Traitors Celebrated?

My question is why can southern states, who lost the Civil War, get away with having holidays and memorials to those who rebelled against the USA? Clint Smith, writing for The Atlantic, says, “I was struck by the many people I met who believe a version of history that rests on well-documented falsehoods. For so many of them, history isn’t the story of what actually happened; it is just the story they want to believe. It is not a public story we all share, but an intimate one, passed down like an heirloom, that shapes their sense of who they are. Confederate history is family history, history as eulogy, in which loyalty takes precedence over truth.  How many of the visitors to the cemetery today, I asked Ken, are Confederate sympathizers?” “I think there’s a Confederate empathy,” said Ken, the tour guide at Blandford Cemetery in Petersburg, Virginia. “People will tell you, ‘My great-great-grandmother, my great-great-grandfather are buried out here.’ So they’ve got long southern roots.”

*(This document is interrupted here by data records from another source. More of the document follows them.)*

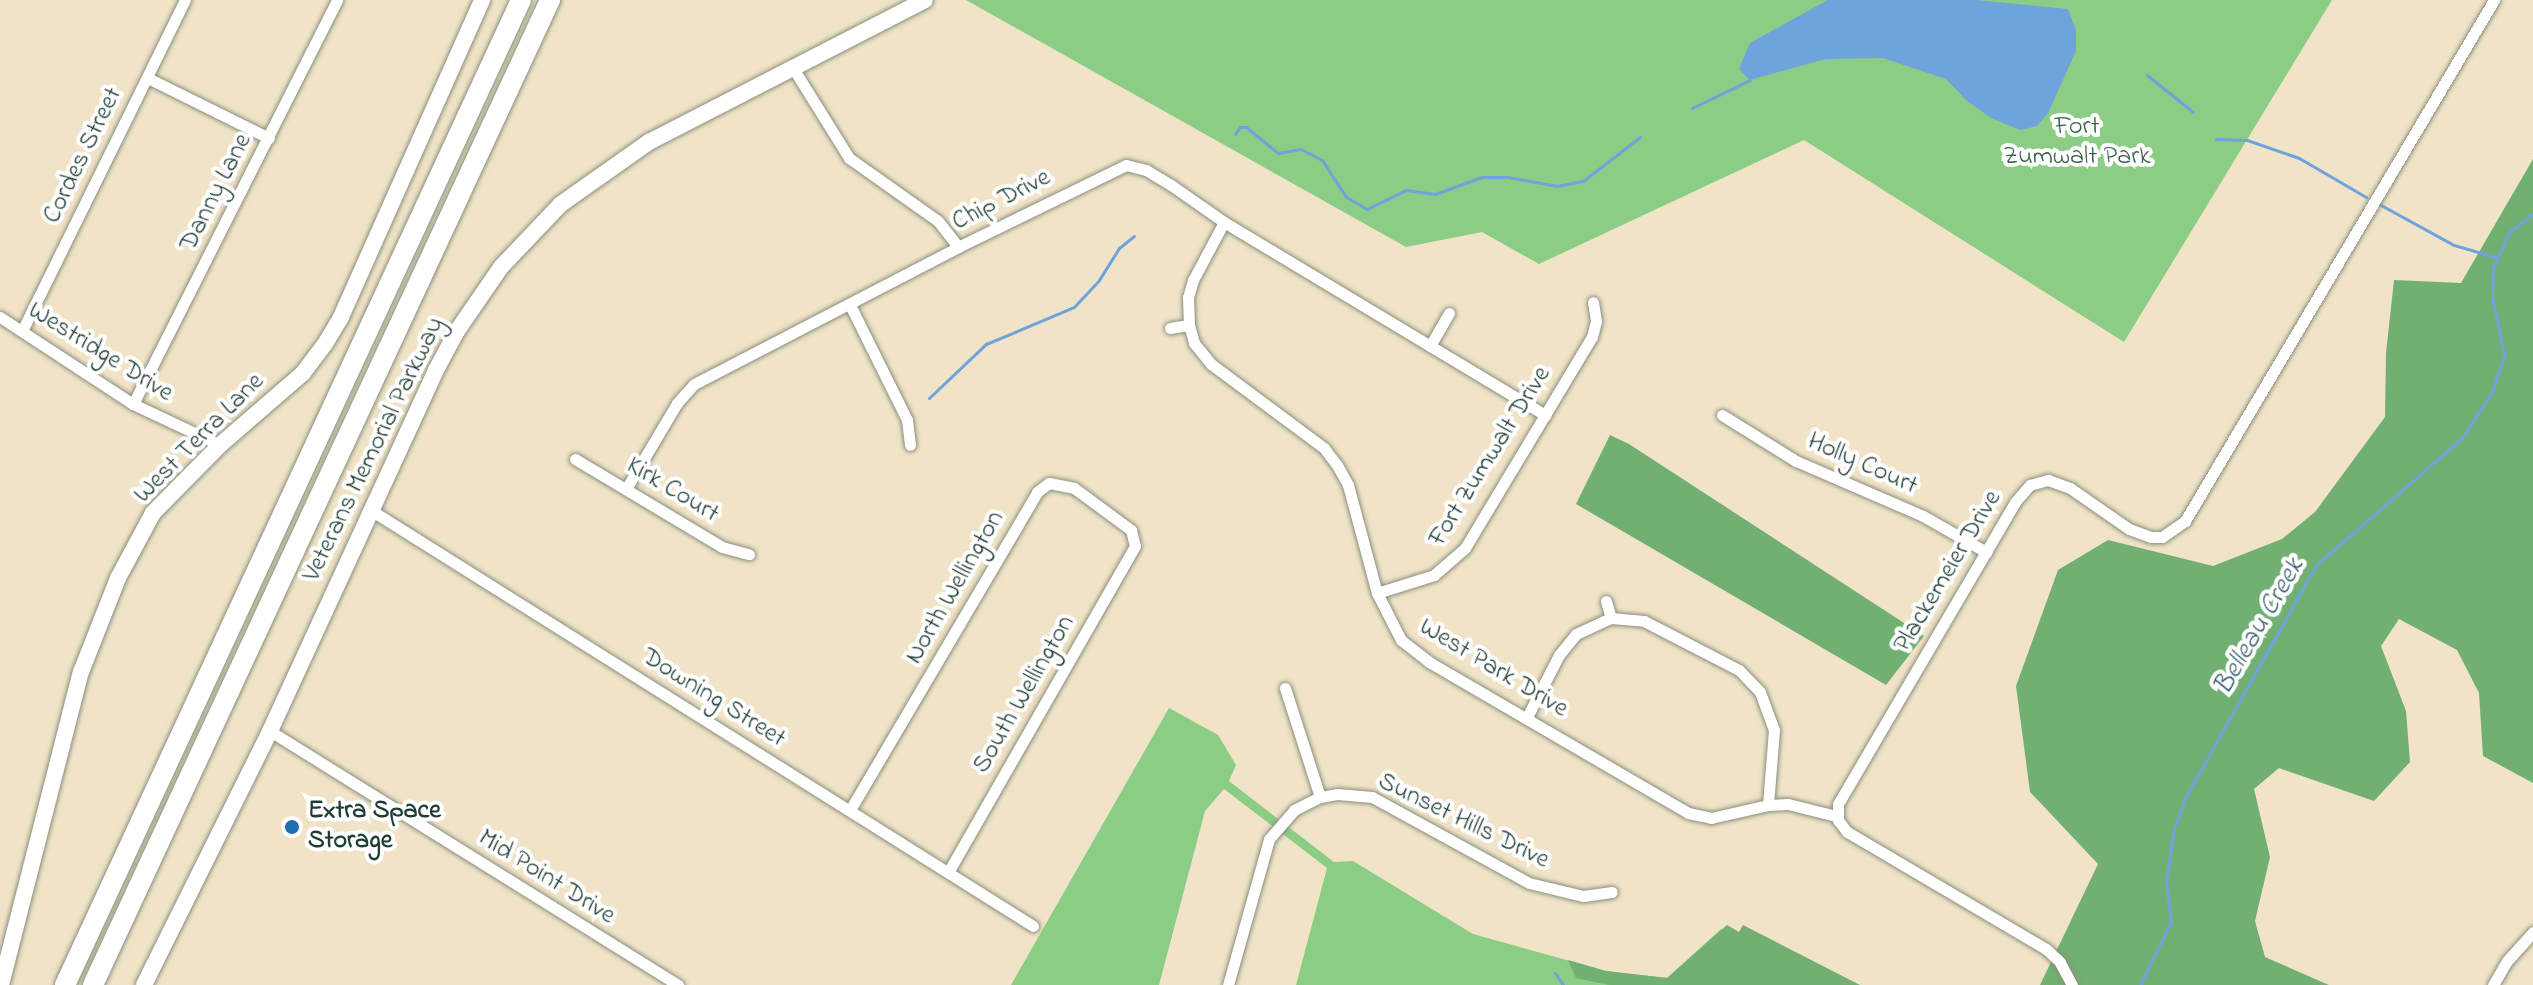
<!DOCTYPE html>
<html>
<head>
<meta charset="utf-8">
<style>
  body { margin:0 }
  #map { position:relative; width:2533px; height:985px; overflow:hidden; background:#f1e3c7; font-family:"Indie Flower",sans-serif }
  div>[style] { position:absolute }
  [style*='--x'] { left:calc(var(--x)*1px); top:calc(var(--y)*1px); width:calc(var(--w)*1px); rotate:calc(var(--a)*1deg) }
  .green>* { inset:0; background:#8ccd85 }
  .forest>* { inset:0; background:#71b072 }
  .water>* { inset:0; background:#6ea3db }
  .stream>* { height:3px; margin:-1.5px; padding:0 1.5px; transform-origin:1.5px; border-radius:1.5px; background:#6ea3db }
  .roads { filter:drop-shadow(0 0 2px #88907e) drop-shadow(0 0 2px #88907e) }
  .street>* { height:11px; margin:-5.5px; padding:0 5.5px; transform-origin:5.5px; border-radius:5.5px; background:#fff }
  .secondary>* { height:16px; margin:-8px; padding:0 8px; transform-origin:8px; border-radius:8px; background:#fff }
  .highway>* { height:20px; margin:-10px; padding:0 10px; transform-origin:10px; border-radius:10px; background:#fff }
  .dots>* { width:22px; height:22px; translate:-50% -50%; box-sizing:border-box; border:4px solid #fff; border-radius:50% }
  span { translate:-50% -50%; white-space:nowrap; text-align:center; line-height:1.15; -webkit-text-stroke:8px #fff; paint-order:stroke }
  .park-label { font-size:26px; color:#3a6148 }
  .street-label { font-size:26px; color:#1f3d34 }
  .poi-label { font-size:26px; color:#1f3d34; font-weight:700 }
  .left { translate:0 -50%; text-align:left }
  .water-label { font-size:28px; color:#3b616e; font-style:italic }
</style>
</head>
<body>
<div id="map">
  <div class="green">
    <i style="clip-path:polygon(966px 0,2332px 0,2124px 342px,1804px 140px,1539px 264px,1482px 232px,1406px 247px)"></i>
    <i style="clip-path:polygon(1169px 708px,1218px 735px,1236px 765px,1229px 781px,1334px 862px,1353px 861px,1473px 934px,1606px 971px,1667px 978px,1721px 929px,1802px 985px,1296px 985px,1327px 868px,1224px 789px,1205px 811px,1159px 985px,1011px 985px)"></i>
  </div>
  <div class="forest">
    <i style="clip-path:polygon(2533px 159px,2533px 783px,2483px 756px,2479px 693px,2457px 650px,2399px 619px,2381px 646px,2406px 711px,2410px 762px,2374px 801px,2279px 768px,2254px 789px,2270px 857px,2255px 921px,2265px 957px,2329px 985px,2040px 985px,2098px 864px,2030px 792px,2016px 686px,2058px 570px,2108px 540px,2213px 566px,2282px 539px,2315px 512px,2385px 417px,2386px 353px,2394px 280px,2461px 283px)"></i>
    <i style="clip-path:polygon(1610px 435px,1629px 444px,1924px 636px,1886px 685px,1576px 504px)"></i>
    <i style="clip-path:polygon(1727px 925px,1739px 932px,1743px 925px,1860px 985px,1609px 985px,1576px 978px,1568px 960px,1606px 971px,1667px 978px)"></i>
  </div>
  <div class="water">
    <i style="clip-path:polygon(1828px 0,1976px 0,2068px 9px,2076px 30px,2076px 51px,2048px 113px,2037px 126px,2020px 130px,1991px 118px,1966px 100px,1946px 79px,1883px 58px,1825px 59px,1750px 80px,1739px 69px,1750px 43px)"></i>
  </div>
  <div class="stream">
    <i style="--x:2147;--y:75;--w:59;--a:38.8"></i>
    <i style="--x:1692;--y:108;--w:64;--a:-25.8"></i>
    <i style="--x:1235;--y:134;--w:9;--a:-54"></i>
    <i style="--x:1240;--y:127;--w:6;--a:0"></i>
    <i style="--x:1246;--y:127;--w:41;--a:39.1"></i>
    <i style="--x:1278;--y:153;--w:23;--a:-10"></i>
    <i style="--x:1301;--y:149;--w:24;--a:28"></i>
    <i style="--x:1322;--y:160;--w:44;--a:57"></i>
    <i style="--x:1346;--y:197;--w:24;--a:30"></i>
    <i style="--x:1367;--y:209;--w:43;--a:-26"></i>
    <i style="--x:1406;--y:190;--w:29;--a:8"></i>
    <i style="--x:1435;--y:194;--w:50;--a:-19.9"></i>
    <i style="--x:1482;--y:177;--w:26;--a:0"></i>
    <i style="--x:1508;--y:177;--w:50;--a:10.4"></i>
    <i style="--x:1557;--y:186;--w:26;--a:-11"></i>
    <i style="--x:1583;--y:181;--w:72;--a:-37.7"></i>
    <i style="--x:2216;--y:139;--w:31;--a:2"></i>
    <i style="--x:2247;--y:140;--w:55;--a:19.1"></i>
    <i style="--x:2299;--y:158;--w:78;--a:30.2"></i>
    <i style="--x:2379;--y:204;--w:85;--a:28.7"></i>
    <i style="--x:2454;--y:245;--w:43;--a:16.3"></i>
    <i style="--x:929;--y:398;--w:79;--a:-43.5"></i>
    <i style="--x:986;--y:344;--w:95;--a:-22.8"></i>
    <i style="--x:1074;--y:307;--w:37;--a:-47"></i>
    <i style="--x:1099;--y:280;--w:38;--a:-58"></i>
    <i style="--x:1119;--y:248;--w:19;--a:-39"></i>
    <i style="--x:1555;--y:973;--w:14;--a:56"></i>
    <i style="--x:2140;--y:985;--w:70;--a:-63.8"></i>
    <i style="--x:2171;--y:922;--w:40;--a:-97.1"></i>
    <i style="--x:2166;--y:882;--w:54;--a:-81.4"></i>
    <i style="--x:2174;--y:829;--w:35;--a:-70"></i>
    <i style="--x:2186;--y:796;--w:265;--a:-60.6"></i>
    <i style="--x:2316;--y:565;--w:194;--a:-41"></i>
    <i style="--x:2462;--y:438;--w:55;--a:-56.9"></i>
    <i style="--x:2492;--y:392;--w:40;--a:-72"></i>
    <i style="--x:2504;--y:354;--w:59;--a:-101.7"></i>
    <i style="--x:2492;--y:296;--w:29;--a:-88"></i>
    <i style="--x:2493;--y:267;--w:38;--a:-65"></i>
    <i style="--x:2509;--y:232;--w:30;--a:-37"></i>
  </div>
  <div class="roads">
    <div class="street">
      <i style="--x:793;--y:68;--w:106;--a:58.1"></i>
      <i style="--x:849;--y:158;--w:109;--a:35.3"></i>
      <i style="--x:938;--y:221;--w:33;--a:52"></i>
      <i style="--x:148;--y:78;--w:135;--a:26.4"></i>
      <i style="--x:1224;--y:222;--w:66;--a:118.1"></i>
      <i style="--x:1193;--y:280;--w:18;--a:106"></i>
      <i style="--x:1188;--y:297;--w:28;--a:88"></i>
      <i style="--x:1189;--y:325;--w:19;--a:74"></i>
      <i style="--x:1194;--y:343;--w:27;--a:51"></i>
      <i style="--x:1211;--y:364;--w:141;--a:36.6"></i>
      <i style="--x:1324;--y:448;--w:21;--a:53"></i>
      <i style="--x:1337;--y:465;--w:23;--a:61"></i>
      <i style="--x:1348;--y:485;--w:112;--a:75"></i>
      <i style="--x:1377;--y:593;--w:53;--a:62.9"></i>
      <i style="--x:1401;--y:640;--w:36;--a:38"></i>
      <i style="--x:1429;--y:662;--w:300;--a:30.2"></i>
      <i style="--x:1688;--y:813;--w:24;--a:12"></i>
      <i style="--x:1711;--y:818;--w:58;--a:-12.8"></i>
      <i style="--x:1768;--y:805;--w:20;--a:-3"></i>
      <i style="--x:1788;--y:804;--w:49;--a:14"></i>
      <i style="--x:850;--y:305;--w:128;--a:63.6"></i>
      <i style="--x:907;--y:420;--w:25;--a:83"></i>
      <i style="--x:0;--y:317;--w:159;--a:33.2"></i>
      <i style="--x:133;--y:404;--w:96;--a:25.2"></i>
      <i style="--x:1170;--y:328;--w:19;--a:-9"></i>
      <i style="--x:22;--y:331;--w:369;--a:-63.8"></i>
      <i style="--x:1430;--y:346;--w:38;--a:-60"></i>
      <i style="--x:133;--y:404;--w:453;--a:-63.2"></i>
      <i style="--x:1722;--y:415;--w:87;--a:31.9"></i>
      <i style="--x:1796;--y:461;--w:138;--a:23.4"></i>
      <i style="--x:1923;--y:516;--w:73;--a:29.7"></i>
      <i style="--x:575;--y:459;--w:171;--a:30.9"></i>
      <i style="--x:722;--y:547;--w:28;--a:15"></i>
      <i style="--x:626;--y:489;--w:100;--a:-59.3"></i>
      <i style="--x:677;--y:403;--w:25;--a:-48"></i>
      <i style="--x:694;--y:384;--w:297;--a:-27.4"></i>
      <i style="--x:958;--y:247;--w:187;--a:-26"></i>
      <i style="--x:1126;--y:165;--w:21;--a:14"></i>
      <i style="--x:1146;--y:170;--w:29;--a:31"></i>
      <i style="--x:1171;--y:185;--w:65;--a:34.9"></i>
      <i style="--x:1224;--y:222;--w:375;--a:31"></i>
      <i style="--x:369;--y:509;--w:784;--a:32.13"></i>
      <i style="--x:1377;--y:593;--w:60;--a:-17.5"></i>
      <i style="--x:1434;--y:575;--w:41;--a:-41.1"></i>
      <i style="--x:1465;--y:548;--w:246;--a:-59"></i>
      <i style="--x:1592;--y:337;--w:16;--a:-76"></i>
      <i style="--x:1596;--y:321;--w:19;--a:-99"></i>
      <i style="--x:1606;--y:601;--w:18;--a:74"></i>
      <i style="--x:1285;--y:688;--w:114;--a:72.2"></i>
      <i style="--x:1527;--y:717;--w:70;--a:-62.7"></i>
      <i style="--x:1559;--y:655;--w:27;--a:-51"></i>
      <i style="--x:1576;--y:634;--w:38;--a:-25"></i>
      <i style="--x:1611;--y:618;--w:33;--a:5"></i>
      <i style="--x:1644;--y:621;--w:107;--a:27.3"></i>
      <i style="--x:1739;--y:670;--w:30;--a:46"></i>
      <i style="--x:1760;--y:692;--w:40;--a:69.8"></i>
      <i style="--x:1774;--y:730;--w:75;--a:94.6"></i>
      <i style="--x:270;--y:731;--w:481;--a:31.9"></i>
      <i style="--x:850;--y:810;--w:369;--a:-59.5"></i>
      <i style="--x:1037;--y:492;--w:15;--a:-37"></i>
      <i style="--x:1049;--y:483;--w:25;--a:11"></i>
      <i style="--x:1074;--y:488;--w:71;--a:36.4"></i>
      <i style="--x:1131;--y:530;--w:16;--a:76"></i>
      <i style="--x:1135;--y:546;--w:374;--a:119.8"></i>
      <i style="--x:1228;--y:985;--w:152;--a:-74.3"></i>
      <i style="--x:1269;--y:839;--w:38;--a:-49"></i>
      <i style="--x:1294;--y:810;--w:29;--a:-27"></i>
      <i style="--x:1320;--y:797;--w:17;--a:-10"></i>
      <i style="--x:1337;--y:794;--w:35;--a:5"></i>
      <i style="--x:1372;--y:797;--w:179;--a:28.7"></i>
      <i style="--x:1529;--y:883;--w:56;--a:13.5"></i>
      <i style="--x:1583;--y:896;--w:29;--a:-8"></i>
      <i style="--x:2072;--y:985;--w:26;--a:-118"></i>
      <i style="--x:2060;--y:962;--w:19;--a:-137"></i>
      <i style="--x:2046;--y:949;--w:231;--a:-149.5"></i>
      <i style="--x:1847;--y:832;--w:15;--a:-127"></i>
      <i style="--x:1838;--y:820;--w:16;--a:-90"></i>
      <i style="--x:1838;--y:804;--w:350;--a:-59.6"></i>
      <i style="--x:2015;--y:502;--w:23;--a:-49"></i>
      <i style="--x:2030;--y:485;--w:19;--a:-16"></i>
      <i style="--x:2048;--y:480;--w:23;--a:20"></i>
      <i style="--x:2070;--y:488;--w:72;--a:34.8"></i>
      <i style="--x:2129;--y:529;--w:23;--a:20"></i>
      <i style="--x:2151;--y:537;--w:11;--a:0"></i>
      <i style="--x:2162;--y:537;--w:28;--a:-35"></i>
      <i style="--x:2185;--y:521;--w:606;--a:-59.33"></i>
      <i style="--x:2493;--y:985;--w:28;--a:-60"></i>
      <i style="--x:2507;--y:961;--w:39;--a:-48"></i>
    </div>
    <div class="secondary">
      <i style="--x:1;--y:985;--w:323;--a:-75.7"></i>
      <i style="--x:81;--y:672;--w:101;--a:-68.5"></i>
      <i style="--x:118;--y:578;--w:74;--a:-61.7"></i>
      <i style="--x:153;--y:513;--w:95;--a:-45.4"></i>
      <i style="--x:220;--y:445;--w:110;--a:-40.9"></i>
      <i style="--x:303;--y:373;--w:36;--a:-53"></i>
      <i style="--x:325;--y:344;--w:31;--a:-59"></i>
      <i style="--x:341;--y:317;--w:347;--a:-66"></i>
      <i style="--x:144;--y:985;--w:284;--a:-63.6"></i>
      <i style="--x:270;--y:731;--w:397;--a:-65.3"></i>
      <i style="--x:436;--y:370;--w:44;--a:-61.7"></i>
      <i style="--x:457;--y:331;--w:78;--a:-55.5"></i>
      <i style="--x:501;--y:267;--w:87;--a:-46.4"></i>
      <i style="--x:561;--y:204;--w:108;--a:-35.2"></i>
      <i style="--x:649;--y:142;--w:310;--a:-27.2"></i>
    </div>
    <div class="highway">
      <i style="--x:65;--y:985;--w:1085;--a:-65.16"></i>
      <i style="--x:93;--y:985;--w:1086;--a:-65.11"></i>
    </div>
  </div>
  <div class="dots">
    <i style="left:292px;top:827px;background:#1f6fb2"></i>
  </div>
  <div class="park-label">
    <span style="left:2077px;top:143px">Fort<br>Zumwalt Park</span>
  </div>
  <div class="street-label">
    <span style="left:84px;top:156px;rotate:-64deg">Cordes Street</span>
    <span style="left:217px;top:193px;rotate:-63deg">Danny Lane</span>
    <span style="left:1002px;top:201px;rotate:-27deg">Chip Drive</span>
    <span style="left:100px;top:353px;rotate:32deg">Westridge Drive</span>
    <span style="left:200px;top:439px;rotate:-45deg">West Terra Lane</span>
    <span style="left:375px;top:450px;rotate:-64deg">Veterans Memorial Parkway</span>
    <span style="left:1491px;top:457px;rotate:-58deg">Fort Zumwalt Drive</span>
    <span style="left:1862px;top:465px;rotate:24deg">Holly Court</span>
    <span style="left:672px;top:491px;rotate:31deg">Kirk Court</span>
    <span style="left:1949px;top:572px;rotate:-59deg">Plackemeier Drive</span>
    <span style="left:956px;top:588px;rotate:-60deg">North Wellington</span>
    <span style="left:1493px;top:669px;rotate:31deg">West Park Drive</span>
    <span style="left:1025px;top:695px;rotate:-60deg">South Wellington</span>
    <span style="left:713px;top:699px;rotate:32deg">Downing Street</span>
    <span style="left:1463px;top:822px;rotate:26deg">Sunset Hills Drive</span>
    <span style="left:546px;top:878px;rotate:32deg">Mid Point Drive</span>
  </div>
  <div class="poi-label">
    <span class="left" style="left:308px;top:827px">Extra Space<br>Storage</span>
  </div>
  <div class="water-label">
    <span style="left:2260px;top:627px;rotate:-60deg">Belleau Creek</span>
  </div>
</div>
</body>
</html>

The Anthemic Allure Of ‘Dixie,’ An Enduring Confederate Monument

September 20, 2018 3:41 PM ET Heard on All Things Considered

BILAL QURESHI

“[Dixie is] a nostalgic song about missing your home in the South. It’s really a wonderful song, if you ignore all the racial and political overtones,” says Pulitzer Prize-winning writer Tony Horwitz. He traced the enduring legacy of the Lost Cause, interviewing descendants of Confederate soldiers and contemporary reenactors for his celebrated book, Confederates in the Attic: Dispatches from the Unfinished Civil War.

“In contrast to the Union’s anthem, ‘Battle Hymn of the Republic,’ invoking God’s wrath, ‘Dixie’ is sentimental and elegiac, recalling this land of cotton fields and buckwheat cakes and a kind of slow-moving world that can seem appealing through rose-colored glasses,” he says. “[It] speaks to a bygone, slow-paced world that some white Southerners felt had been snuffed out by a brutish, industrial North. And it was another way of steering memory away from slavery, toward a war between what Southerners call ‘a different way of life.’ “

“While “Dixie” can work inside the parameters of a reenactment, Horwitz says, in real life the song is tangled up with the cultural revival of white supremacy in the 20th century. ” ‘Dixie’ was part of the score of Birth of a Nation, the movie that helped revive the Ku Klux Klan. It was embraced by the segregationist Dixiecrats in the 1940s. And in the 1950s, it was sung by white women protesting the integration of schools in Arkansas and elsewhere,” he says.